The main feature introduced in OmpSs 16.06 is the possibility of executing OmpSs applications on top of Distributed Memory Systems in a transparent way to the user.
The Programming Models team is glad to announce you the release of the new stable version of OmpSs (16.06), which is based on the latest Mercurium source-to-source compiler and Nanos++ 0.10 runtime library.
The main objective of this group is to investigate programming paradigms towards productive programming and their implementation through intelligent runtime systems that effectively exploit performance out of the target architecture (from multicore and SMT processors to shared- and distributed-memory systems, small and large-scale cluster systems, including both homogenous and heterogenous systems that use accelerators like GPUs).

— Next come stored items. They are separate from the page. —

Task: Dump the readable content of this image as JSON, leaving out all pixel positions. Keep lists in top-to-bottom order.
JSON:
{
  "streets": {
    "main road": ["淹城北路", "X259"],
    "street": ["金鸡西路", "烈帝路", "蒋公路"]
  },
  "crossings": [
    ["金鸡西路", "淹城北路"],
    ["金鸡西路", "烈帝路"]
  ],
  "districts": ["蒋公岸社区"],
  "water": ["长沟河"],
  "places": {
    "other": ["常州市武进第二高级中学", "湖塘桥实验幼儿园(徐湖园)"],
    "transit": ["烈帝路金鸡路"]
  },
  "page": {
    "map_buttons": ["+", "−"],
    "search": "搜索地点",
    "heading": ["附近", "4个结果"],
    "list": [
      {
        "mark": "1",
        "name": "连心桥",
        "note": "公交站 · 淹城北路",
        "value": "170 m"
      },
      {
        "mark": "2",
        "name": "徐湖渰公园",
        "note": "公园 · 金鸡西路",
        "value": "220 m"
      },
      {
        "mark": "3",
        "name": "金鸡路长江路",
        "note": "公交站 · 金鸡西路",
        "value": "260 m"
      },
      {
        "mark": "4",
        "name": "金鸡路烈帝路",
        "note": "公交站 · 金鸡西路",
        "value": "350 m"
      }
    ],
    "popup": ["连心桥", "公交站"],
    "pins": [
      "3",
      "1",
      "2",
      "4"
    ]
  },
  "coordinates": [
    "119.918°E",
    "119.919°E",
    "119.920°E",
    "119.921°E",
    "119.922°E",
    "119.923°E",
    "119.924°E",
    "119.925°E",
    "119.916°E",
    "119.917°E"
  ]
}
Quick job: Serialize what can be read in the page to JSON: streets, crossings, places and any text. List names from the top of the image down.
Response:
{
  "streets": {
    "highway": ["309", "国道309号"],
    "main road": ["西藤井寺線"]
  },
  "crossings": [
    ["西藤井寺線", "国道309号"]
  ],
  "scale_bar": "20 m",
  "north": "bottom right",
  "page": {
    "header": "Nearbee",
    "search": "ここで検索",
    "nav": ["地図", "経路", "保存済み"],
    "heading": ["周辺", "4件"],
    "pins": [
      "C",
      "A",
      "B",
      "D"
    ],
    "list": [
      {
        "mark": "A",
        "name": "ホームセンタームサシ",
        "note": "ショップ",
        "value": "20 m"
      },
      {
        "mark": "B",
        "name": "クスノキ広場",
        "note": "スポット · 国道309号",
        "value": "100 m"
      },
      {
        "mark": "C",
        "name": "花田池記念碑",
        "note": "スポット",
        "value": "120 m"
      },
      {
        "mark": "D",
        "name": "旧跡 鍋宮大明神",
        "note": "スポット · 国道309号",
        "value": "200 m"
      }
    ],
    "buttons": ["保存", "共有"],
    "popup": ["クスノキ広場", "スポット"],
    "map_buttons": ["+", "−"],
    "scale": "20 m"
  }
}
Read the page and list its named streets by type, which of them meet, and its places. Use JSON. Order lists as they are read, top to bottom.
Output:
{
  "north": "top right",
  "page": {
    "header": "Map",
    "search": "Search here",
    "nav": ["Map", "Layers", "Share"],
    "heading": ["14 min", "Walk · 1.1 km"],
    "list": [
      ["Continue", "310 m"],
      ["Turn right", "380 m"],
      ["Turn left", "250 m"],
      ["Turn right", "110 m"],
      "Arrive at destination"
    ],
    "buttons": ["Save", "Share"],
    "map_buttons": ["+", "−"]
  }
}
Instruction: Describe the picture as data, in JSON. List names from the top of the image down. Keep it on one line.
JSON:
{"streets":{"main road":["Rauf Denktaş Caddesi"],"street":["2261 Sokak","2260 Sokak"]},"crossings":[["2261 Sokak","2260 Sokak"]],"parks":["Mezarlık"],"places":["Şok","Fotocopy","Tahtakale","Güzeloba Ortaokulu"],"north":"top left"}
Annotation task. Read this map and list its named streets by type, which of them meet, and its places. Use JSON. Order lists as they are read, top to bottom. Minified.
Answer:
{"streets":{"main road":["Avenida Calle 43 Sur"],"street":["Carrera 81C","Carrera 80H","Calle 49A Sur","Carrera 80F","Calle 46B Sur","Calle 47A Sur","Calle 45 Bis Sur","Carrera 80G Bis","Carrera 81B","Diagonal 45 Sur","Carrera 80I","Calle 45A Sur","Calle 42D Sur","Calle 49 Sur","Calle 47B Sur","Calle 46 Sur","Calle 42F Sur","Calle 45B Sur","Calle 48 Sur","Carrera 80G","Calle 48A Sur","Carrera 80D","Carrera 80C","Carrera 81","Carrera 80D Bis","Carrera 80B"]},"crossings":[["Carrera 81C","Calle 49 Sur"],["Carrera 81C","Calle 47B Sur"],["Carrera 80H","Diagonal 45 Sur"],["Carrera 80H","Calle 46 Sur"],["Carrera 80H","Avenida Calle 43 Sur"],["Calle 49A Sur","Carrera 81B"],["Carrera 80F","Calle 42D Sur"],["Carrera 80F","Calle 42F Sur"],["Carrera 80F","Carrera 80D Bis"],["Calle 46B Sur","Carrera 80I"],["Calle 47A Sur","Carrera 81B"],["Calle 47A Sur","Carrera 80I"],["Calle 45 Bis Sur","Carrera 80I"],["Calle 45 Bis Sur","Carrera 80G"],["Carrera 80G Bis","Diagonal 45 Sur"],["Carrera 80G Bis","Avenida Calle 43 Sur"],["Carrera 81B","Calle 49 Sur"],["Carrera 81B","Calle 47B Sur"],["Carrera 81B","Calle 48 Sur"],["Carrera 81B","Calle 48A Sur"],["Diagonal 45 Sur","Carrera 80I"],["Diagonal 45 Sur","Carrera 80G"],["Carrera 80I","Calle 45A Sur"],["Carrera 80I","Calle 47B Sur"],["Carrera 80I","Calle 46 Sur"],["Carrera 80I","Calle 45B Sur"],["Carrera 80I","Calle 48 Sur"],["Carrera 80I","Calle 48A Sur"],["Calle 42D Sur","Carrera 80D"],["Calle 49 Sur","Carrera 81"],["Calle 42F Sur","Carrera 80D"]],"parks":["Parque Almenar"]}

The Programming Models team currently organizes its work around the design of the OmpSs programming model. OmpSs is an effort to integrate features from the StarSs programming model developed by BSC into a single programming model. In particular, our objective is to extend OpenMP with new directives to support asynchronous parallelism and heterogeneity (devices like GPUs). However, it can also be understood as new directives extending other accelerator based APIs like CUDA or OpenCL. Our OmpSs environment is built on top of our Mercurium compiler and Nanos++ runtime system.
Summarizing the efforts of the last year, the group has released a new stable version of OmpSs. In this new version, apart from several bug-fixes in both tools, they have introduced the following features:
1. New cluster support
- Execute OmpSs programs transparently on top of a distributed memory system (CUDA & OpenCL devices are also supported).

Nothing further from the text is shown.